El joven príncipe compra en la taquilla una entrada al palacio. Viene corriendo la directora, una rusa. Mustafá le presenta al príncipe:
-El propietario.
Visitamos la última mezquita de Crimea, el cementerio de los kanes, el harén y las caballerizas. Franqueamos angostas cancelas entre claustros. Mustafá y el príncipe dejan pasar primero a las mujeres. Es un comportamiento poco habitual entre los musulmanes; sin embargo, los dos lo hacen con naturalidad, por costumbre, pese a la educación tan distinta que han recibido. Al fin y al cabo, ¿qué tienen en común? ¿Qué puede tener en común un veinteañero adorno de los salones aristocráticos de Londres y doctorando en Filosofía en Oxford con un gulaguiano cincuentón que tan solo se graduó en la universidad de la amistad de los pueblos de la kátorga kolimiana?
El palacio es el único vestigio que se conserva de la cultura material de los tártaros. Lo han preservado con fines propagandísticos. Debía ser un monumento conmemorativo de la explotación feudal de los eslavos a manos de los descendientes de Gengis Kan.

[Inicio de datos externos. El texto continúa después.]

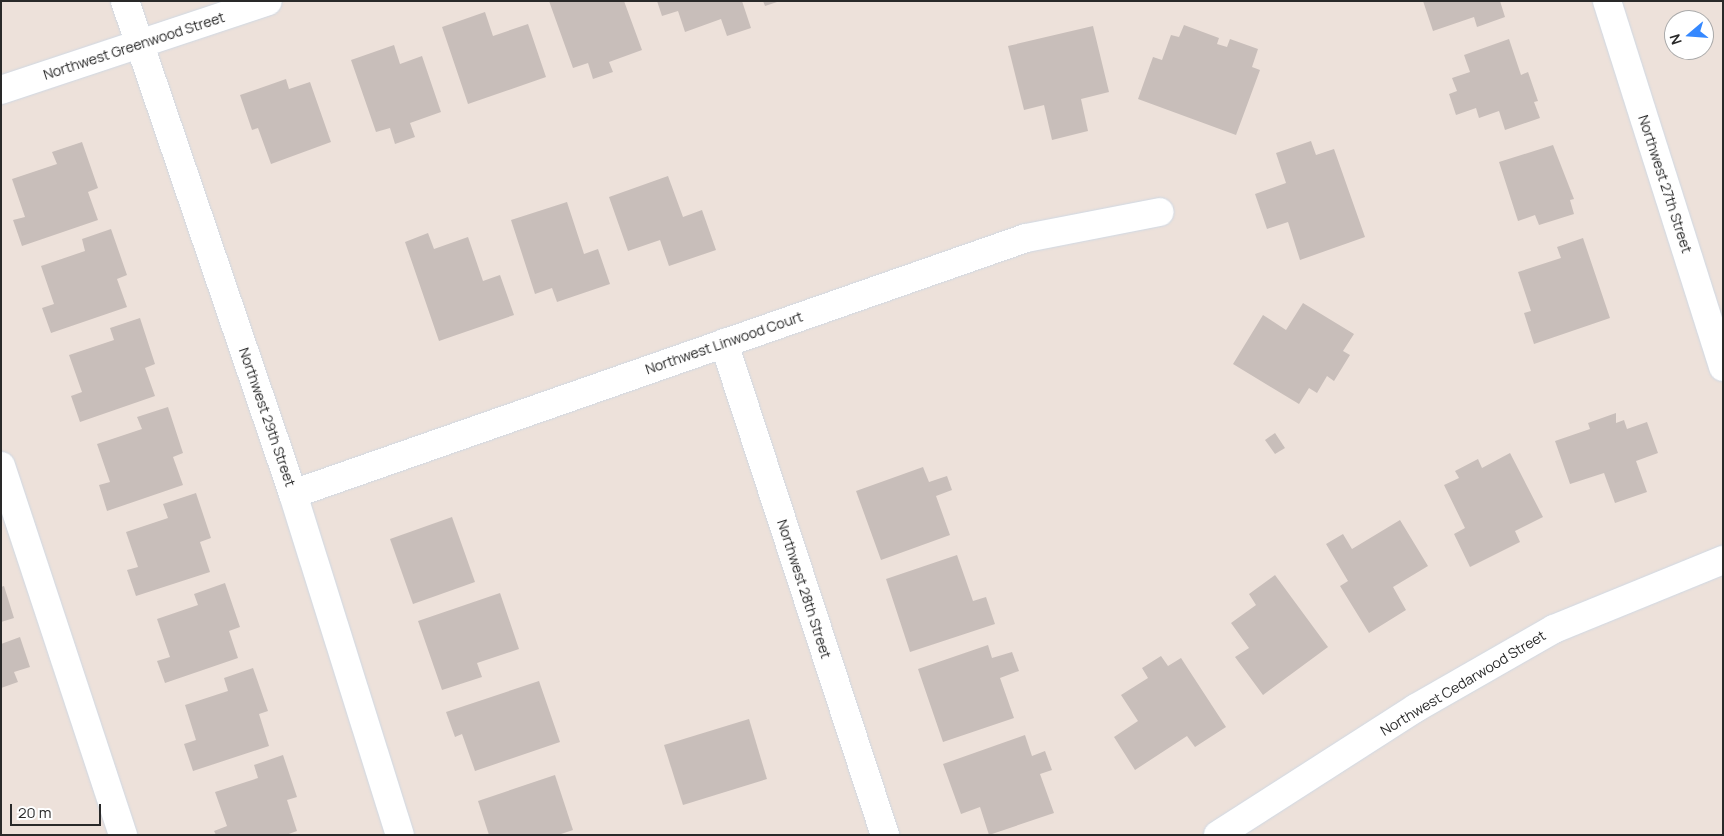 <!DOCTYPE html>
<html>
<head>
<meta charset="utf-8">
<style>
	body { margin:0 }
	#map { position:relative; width:1724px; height:836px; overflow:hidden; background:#ede1da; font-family:Manrope,sans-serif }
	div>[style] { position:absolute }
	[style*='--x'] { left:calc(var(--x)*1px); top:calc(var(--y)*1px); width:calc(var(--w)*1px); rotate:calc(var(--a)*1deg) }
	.building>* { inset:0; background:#c8beba }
	.roads { filter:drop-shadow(0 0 1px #cfd8e3) drop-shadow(0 0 1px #cfd8e3) }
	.minor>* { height:28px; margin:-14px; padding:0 14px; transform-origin:14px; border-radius:14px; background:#fff }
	span { translate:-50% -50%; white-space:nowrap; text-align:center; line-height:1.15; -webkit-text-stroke:4px #fff; paint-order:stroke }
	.street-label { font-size:14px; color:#292929 }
	.frame { position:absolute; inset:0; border:2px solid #292929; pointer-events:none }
	.north { position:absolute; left:1664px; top:10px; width:50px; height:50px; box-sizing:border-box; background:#fff; border:1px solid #a9a9a9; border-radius:50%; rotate:252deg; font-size:14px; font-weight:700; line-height:20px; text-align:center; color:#292929 }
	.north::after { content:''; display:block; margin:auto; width:18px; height:22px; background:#3588ff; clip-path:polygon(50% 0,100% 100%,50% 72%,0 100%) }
	.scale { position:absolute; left:10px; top:804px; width:91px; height:22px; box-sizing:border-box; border:2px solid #292929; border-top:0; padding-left:6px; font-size:15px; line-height:18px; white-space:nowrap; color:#292929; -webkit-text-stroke:4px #fff; paint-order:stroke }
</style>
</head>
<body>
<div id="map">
	<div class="building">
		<div style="clip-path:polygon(549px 1px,624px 1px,642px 50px,609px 62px,613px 72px,593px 79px,588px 63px,573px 68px)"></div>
		<div style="clip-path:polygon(657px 1px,742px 1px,751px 28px,727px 36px,721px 19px,685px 32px,678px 11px,662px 16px)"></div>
		<div style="clip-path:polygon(763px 1px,777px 1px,777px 2px,765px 6px)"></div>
		<div style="clip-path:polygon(1423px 1px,1500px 1px,1505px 17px,1477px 27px,1474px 17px,1433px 31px)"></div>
		<div style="clip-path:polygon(485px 12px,493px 36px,528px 24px,546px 77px,468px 104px,442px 27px)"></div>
		<div style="clip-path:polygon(1184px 25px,1219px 38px,1217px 44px,1227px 47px,1230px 39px,1258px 49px,1252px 67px,1260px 70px,1236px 135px,1138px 99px,1153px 57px,1162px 60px,1171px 35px,1179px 37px)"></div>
		<div style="clip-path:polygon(1093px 26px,1109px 92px,1081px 99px,1088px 131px,1052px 140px,1044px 105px,1024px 110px,1008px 46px)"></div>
		<div style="clip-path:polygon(1509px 39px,1521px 75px,1528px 72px,1538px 101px,1534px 102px,1540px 118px,1505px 130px,1499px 111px,1479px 118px,1476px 108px,1456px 115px,1449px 94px,1457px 91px,1452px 78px,1470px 72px,1464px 55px)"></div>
		<div style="clip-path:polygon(394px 45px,400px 64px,422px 56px,441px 112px,410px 123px,415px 137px,395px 144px,390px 128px,376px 132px,351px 60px)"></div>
		<div style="clip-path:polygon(286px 79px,289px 89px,310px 82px,331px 142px,271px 164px,258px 128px,252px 130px,240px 95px)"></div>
		<div style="clip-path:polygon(1311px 141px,1316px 155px,1334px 149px,1365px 237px,1300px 260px,1288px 222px,1267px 229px,1255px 194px,1286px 183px,1276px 153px)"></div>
		<div style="clip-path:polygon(82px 142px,98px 188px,88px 192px,98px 220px,22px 246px,13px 220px,25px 217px,12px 179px,57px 164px,52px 152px)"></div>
		<div style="clip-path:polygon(1553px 145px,1574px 199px,1570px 200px,1574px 214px,1539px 225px,1535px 215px,1518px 221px,1499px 162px)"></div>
		<div style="clip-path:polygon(668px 176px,683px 217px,702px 210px,716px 250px,669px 266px,660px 240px,628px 251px,609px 197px)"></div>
		<div style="clip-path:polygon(567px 202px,584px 254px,598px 249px,610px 284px,557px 302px,552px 288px,535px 294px,511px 220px)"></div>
		<div style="clip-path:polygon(111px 229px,127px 275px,117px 279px,127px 307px,51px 333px,42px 308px,54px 304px,41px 266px,85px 251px,82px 239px)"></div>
		<div style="clip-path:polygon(428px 233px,434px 249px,468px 237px,483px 281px,500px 275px,514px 315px,439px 341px,405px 242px)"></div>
		<div style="clip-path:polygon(1583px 238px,1610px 318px,1534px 344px,1524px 313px,1531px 311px,1518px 272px,1561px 258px,1557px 247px)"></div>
		<div style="clip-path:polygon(1303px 303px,1354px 334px,1343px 351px,1350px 355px,1334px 381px,1327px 376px,1317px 393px,1309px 388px,1299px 404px,1233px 364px,1263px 315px,1286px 330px)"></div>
		<div style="clip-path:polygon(140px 318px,155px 364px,145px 368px,155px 396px,80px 422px,71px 396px,82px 392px,69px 355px,114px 340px,110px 328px)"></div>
		<div style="clip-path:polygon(168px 407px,183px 453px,173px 457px,183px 485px,107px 511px,99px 485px,110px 482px,97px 444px,142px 429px,137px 417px)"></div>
		<div style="clip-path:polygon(1616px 413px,1616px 423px,1624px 420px,1627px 429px,1647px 422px,1658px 453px,1636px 461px,1647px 492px,1615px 503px,1604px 473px,1570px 484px,1555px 441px,1590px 429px,1588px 423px)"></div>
		<div style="clip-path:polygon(1275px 433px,1285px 448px,1275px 454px,1265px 440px)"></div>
		<div style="clip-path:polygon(1510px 453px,1543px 517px,1515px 531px,1520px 542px,1470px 567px,1454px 534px,1465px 528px,1444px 485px,1459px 478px,1455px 471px,1478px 459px,1482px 468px)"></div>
		<div style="clip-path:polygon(923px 467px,929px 482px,947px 476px,952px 490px,936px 496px,950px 535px,881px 560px,856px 491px)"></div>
		<div style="clip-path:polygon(196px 493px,211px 538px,200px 542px,210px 572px,136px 596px,127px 570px,138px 567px,126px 532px,168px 518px,163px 504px)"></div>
		<div style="clip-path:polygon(452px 517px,475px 582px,413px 604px,390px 539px)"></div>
		<div style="clip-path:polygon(1400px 520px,1428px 566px,1393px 587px,1406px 610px,1369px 633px,1340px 586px,1348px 581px,1326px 544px,1343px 534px,1352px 549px)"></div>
		<div style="clip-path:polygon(957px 555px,973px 601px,986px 597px,995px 624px,910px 652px,886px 579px)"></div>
		<div style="clip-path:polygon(1275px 575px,1328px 647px,1263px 695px,1235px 657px,1249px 648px,1231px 623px,1256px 605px,1249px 594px)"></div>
		<div style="clip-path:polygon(225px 583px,240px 627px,229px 631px,238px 658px,165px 683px,157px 661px,170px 657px,157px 619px,198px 605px,194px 594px)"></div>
		<div style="clip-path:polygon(4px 586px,14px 618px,1px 622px,1px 587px)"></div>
		<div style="clip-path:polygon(500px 593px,519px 649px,477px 663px,482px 677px,442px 690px,418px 621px)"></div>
		<div style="clip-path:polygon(20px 637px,30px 667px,14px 672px,18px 682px,1px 688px,1px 644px)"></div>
		<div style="clip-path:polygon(988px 645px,992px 658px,1012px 652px,1019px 671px,1000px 678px,1014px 718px,943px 742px,918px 669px)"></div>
		<div style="clip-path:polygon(1161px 656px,1168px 666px,1181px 658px,1226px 727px,1195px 747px,1187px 736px,1135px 770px,1114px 737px,1138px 721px,1121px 695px,1148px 678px,1142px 668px)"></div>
		<div style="clip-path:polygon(253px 668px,268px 711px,259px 714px,269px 746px,193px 771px,184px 744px,196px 740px,185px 705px,228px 691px,224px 678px)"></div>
		<div style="clip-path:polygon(539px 681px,560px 742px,475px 771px,462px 734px,455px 737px,446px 712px)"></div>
		<div style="clip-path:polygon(749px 719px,767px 779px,683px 805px,664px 745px)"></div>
		<div style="clip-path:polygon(1025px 735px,1032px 756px,1045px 751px,1052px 770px,1040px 774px,1054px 813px,989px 835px,980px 807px,961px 814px,943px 764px)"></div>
		<div style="clip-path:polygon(283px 755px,297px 797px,287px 800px,297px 831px,286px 835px,216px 835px,214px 831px,227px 826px,215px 792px,258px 778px,254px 765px)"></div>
		<div style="clip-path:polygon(555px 775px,573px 830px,558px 835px,489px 835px,478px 801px)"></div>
	</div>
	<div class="roads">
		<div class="minor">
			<div style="--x:125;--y:1;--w:521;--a:71.18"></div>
			<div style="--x:293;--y:494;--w:357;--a:72.6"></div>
			<div style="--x:1607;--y:1;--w:384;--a:72.4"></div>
			<div style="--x:1;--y:90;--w:281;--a:-18.4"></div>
			<div style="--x:724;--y:343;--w:518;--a:71.88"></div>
			<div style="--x:1;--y:466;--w:389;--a:71.7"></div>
			<div style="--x:293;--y:494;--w:776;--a:-19.25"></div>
			<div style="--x:1026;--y:238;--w:136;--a:-11"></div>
			<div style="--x:1218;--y:835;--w:235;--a:-32.7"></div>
			<div style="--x:1416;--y:708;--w:159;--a:-29.8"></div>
			<div style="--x:1554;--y:629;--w:183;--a:-22.2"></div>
		</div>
	</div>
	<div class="street-label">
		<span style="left:134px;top:46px;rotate:-18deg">Northwest Greenwood Street</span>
		<span style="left:1665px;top:184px;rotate:72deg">Northwest 27th Street</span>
		<span style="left:724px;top:343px;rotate:-19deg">Northwest Linwood Court</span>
		<span style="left:267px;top:417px;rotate:71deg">Northwest 29th Street</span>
		<span style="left:804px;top:589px;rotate:72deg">Northwest 28th Street</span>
		<span style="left:1463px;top:683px;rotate:-31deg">Northwest Cedarwood Street</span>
	</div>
	<div class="frame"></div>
	<div class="north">N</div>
	<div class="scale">20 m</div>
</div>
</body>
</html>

Mustafá Dzhamílov me cuenta una historia que yo tomaba por divertida anécdota, pero la directora nos la confirma. A saber: en la época de Stalin, el departamento crimeano de la Academia de Ciencias de la URSS se comprometió a demostrar que Crimea era un antiguo territorio ruso. Los arqueólogos debían desenterrar vestigios de la cultura rusa de los siglos IV y V. Para lograrlo, los científicos se vieron obligados a enterrarlos primero.
La sala en que el kan recibía a los embajadores, equivalente a la sala del trono, es un lugar señalado. Los dos señores se descalzan, se escurren por debajo de la barrera de cuerda y se sientan en el mullido banco destinado al máximo mandatario. La corte aplaude encantada. Echo un vistazo al calzado huérfano. Los botines de charol del príncipe están hechos en la fábrica King's de Chelsea, y los toscos zapatos de Mustafá los fabrica Krasni Oktiabr en Járkov.
Jacek Hugo-Bader, En el valle del paraíso.